Nicole Yankelovich




When: 1993-1997.

What: SpeechActs was an early conversational speech application framework that incorporated natural language processing. The system included multiple telephone-based speech applications including email, calendar, reminders, weather, stock quotes, and others.

Where: Speech Applications Group, Sun Microsystems Laboratories.

How: Principal Investigator. Tasks included project/people management, recruiting, user research, interaction design, grammar development, usability testing, creation of design guidelines, paper writing, documentation, presentations, and software demonstrations.

About the Project

I started the Speech Applications group in Sun Labs at the request of the Lab director, recruiting and hiring software engineers and natural language experts to work on the project. We were the first group that was not a speech engine developer to create speech applications using different recognizers and synthesizers as plug-in components.

SpeechActs was the flagship project of the Speech Applications group during my tenor as the Principal Investigator. SpeechActs was a framework for developing telephony speech applications with conversational interaction. This project involved research on fundamental speech user interface issues and as well as architectures for speech applications. This 1995 video provides a flavor for the style of interaction that was possible with the system.

Based on my experience conceptualizing, designing, and user testing SpeechActs, we developed design guidelines and practical hints for speech application developers. These are summarized below, but can also be found in my various publications related to speech interface design.

Simulate Conversation

Herb Clark says that “speaking and listening are two parts of a collective activity.” A major design challenge in creating speech applications, therefore, is to simulate the role of the speaker/listener convincingly enough to produce successful communication with the human collaborator. Here are some of the techniques we applied in our speech user interface design effort.

Study Human Dialogs

In most of our application development projects, we begin the design process by studying human-human dialogs in the domain of the application. In one pilot field study, for example, we analyzed telephone conversations between two sales managers and their assistant. The assistant interacted with Sun’s Calendar Manager while talking to the managers. We discovered, that although she had the graphical interface in front of her, neither she or the managers used the vocabulary from the interface. For example, relative date expressions and anaphoric references were common conversational elements that do not appear in the graphical interface.

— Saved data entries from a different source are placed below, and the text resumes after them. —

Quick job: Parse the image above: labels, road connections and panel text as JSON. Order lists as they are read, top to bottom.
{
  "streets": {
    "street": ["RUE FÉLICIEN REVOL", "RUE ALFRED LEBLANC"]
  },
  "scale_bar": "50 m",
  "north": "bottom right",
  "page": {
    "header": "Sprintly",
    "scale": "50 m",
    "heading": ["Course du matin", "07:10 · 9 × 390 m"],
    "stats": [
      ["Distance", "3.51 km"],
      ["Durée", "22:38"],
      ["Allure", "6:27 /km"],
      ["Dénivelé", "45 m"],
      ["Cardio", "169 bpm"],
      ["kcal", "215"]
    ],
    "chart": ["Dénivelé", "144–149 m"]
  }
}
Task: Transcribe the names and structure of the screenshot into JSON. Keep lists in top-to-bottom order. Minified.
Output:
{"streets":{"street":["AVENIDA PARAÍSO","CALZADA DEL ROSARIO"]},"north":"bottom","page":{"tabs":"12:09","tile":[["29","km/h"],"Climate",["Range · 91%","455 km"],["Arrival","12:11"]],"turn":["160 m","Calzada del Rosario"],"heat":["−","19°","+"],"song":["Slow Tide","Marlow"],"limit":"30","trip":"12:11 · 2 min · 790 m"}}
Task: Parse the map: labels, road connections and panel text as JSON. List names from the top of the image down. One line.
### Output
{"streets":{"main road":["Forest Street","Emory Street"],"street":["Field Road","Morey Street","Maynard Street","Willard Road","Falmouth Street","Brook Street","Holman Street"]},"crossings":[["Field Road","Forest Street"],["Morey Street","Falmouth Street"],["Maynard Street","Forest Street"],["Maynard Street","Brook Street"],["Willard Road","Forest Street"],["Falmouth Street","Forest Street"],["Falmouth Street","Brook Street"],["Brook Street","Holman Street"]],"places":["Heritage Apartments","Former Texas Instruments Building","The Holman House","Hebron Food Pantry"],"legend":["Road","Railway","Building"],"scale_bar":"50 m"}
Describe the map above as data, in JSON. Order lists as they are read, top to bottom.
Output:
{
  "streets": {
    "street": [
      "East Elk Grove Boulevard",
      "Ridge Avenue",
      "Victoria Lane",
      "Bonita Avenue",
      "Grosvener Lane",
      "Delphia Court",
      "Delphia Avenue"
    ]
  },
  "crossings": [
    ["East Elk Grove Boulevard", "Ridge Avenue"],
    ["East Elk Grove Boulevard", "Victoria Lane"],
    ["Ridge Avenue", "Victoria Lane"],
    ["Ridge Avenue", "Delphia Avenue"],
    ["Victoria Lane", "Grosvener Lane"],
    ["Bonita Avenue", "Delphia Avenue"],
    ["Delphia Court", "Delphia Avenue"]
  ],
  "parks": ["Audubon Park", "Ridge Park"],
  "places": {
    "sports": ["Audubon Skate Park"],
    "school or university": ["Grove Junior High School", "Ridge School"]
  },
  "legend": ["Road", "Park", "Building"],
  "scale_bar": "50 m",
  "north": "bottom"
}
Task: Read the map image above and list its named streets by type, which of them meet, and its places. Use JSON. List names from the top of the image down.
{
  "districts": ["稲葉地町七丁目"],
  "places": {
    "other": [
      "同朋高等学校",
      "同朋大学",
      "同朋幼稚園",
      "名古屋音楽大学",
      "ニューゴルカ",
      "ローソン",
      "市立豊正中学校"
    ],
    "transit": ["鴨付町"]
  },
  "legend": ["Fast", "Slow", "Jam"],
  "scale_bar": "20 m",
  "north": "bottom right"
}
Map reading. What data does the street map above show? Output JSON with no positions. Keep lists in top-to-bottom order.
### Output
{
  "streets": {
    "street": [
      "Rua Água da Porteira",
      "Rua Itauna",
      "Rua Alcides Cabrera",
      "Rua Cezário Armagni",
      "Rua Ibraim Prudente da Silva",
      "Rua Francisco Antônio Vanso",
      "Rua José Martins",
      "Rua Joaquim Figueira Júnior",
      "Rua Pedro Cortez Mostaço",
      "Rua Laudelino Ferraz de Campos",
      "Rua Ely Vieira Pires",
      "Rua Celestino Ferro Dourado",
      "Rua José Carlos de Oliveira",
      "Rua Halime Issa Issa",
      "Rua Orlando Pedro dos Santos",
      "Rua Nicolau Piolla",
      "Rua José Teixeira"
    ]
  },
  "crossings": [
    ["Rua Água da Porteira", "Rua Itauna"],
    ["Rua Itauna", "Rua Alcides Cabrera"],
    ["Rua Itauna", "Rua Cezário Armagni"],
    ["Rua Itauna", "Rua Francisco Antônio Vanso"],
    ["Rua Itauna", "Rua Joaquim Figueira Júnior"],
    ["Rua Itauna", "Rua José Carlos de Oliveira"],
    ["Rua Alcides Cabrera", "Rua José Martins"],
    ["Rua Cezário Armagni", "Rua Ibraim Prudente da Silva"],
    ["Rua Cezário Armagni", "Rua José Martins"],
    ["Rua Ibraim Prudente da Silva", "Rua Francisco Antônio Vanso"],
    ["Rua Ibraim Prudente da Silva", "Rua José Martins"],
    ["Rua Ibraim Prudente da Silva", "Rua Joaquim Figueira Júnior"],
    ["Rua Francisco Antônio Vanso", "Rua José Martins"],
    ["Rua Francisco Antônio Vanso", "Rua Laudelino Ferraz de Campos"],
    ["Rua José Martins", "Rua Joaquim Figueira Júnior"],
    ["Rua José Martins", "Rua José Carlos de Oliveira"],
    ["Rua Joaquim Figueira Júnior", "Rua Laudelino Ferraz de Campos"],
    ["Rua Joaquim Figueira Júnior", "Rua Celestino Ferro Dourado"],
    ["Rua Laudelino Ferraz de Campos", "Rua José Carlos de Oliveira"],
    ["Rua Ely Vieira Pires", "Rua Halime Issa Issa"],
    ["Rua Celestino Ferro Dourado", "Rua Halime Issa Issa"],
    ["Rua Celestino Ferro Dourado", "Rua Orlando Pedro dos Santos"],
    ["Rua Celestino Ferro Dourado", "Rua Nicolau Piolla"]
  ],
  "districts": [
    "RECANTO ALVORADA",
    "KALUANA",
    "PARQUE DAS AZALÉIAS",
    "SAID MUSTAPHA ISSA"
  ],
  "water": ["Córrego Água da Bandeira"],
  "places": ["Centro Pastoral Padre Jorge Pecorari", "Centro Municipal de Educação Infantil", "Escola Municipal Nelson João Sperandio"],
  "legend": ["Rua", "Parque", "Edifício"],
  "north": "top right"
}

Use Conversational Devices

Adhering to conversational conventions helps improve the speech interface. Just as in human-human dialog, grounding the conversation, avoiding explicit prompts, and using discourse cues enhances communication.

For example, the use of the discourse segment pop cue, “What now?”, helps to reorient users after a sub-dialog. Listen again to the fax sub-dialog within the mail application.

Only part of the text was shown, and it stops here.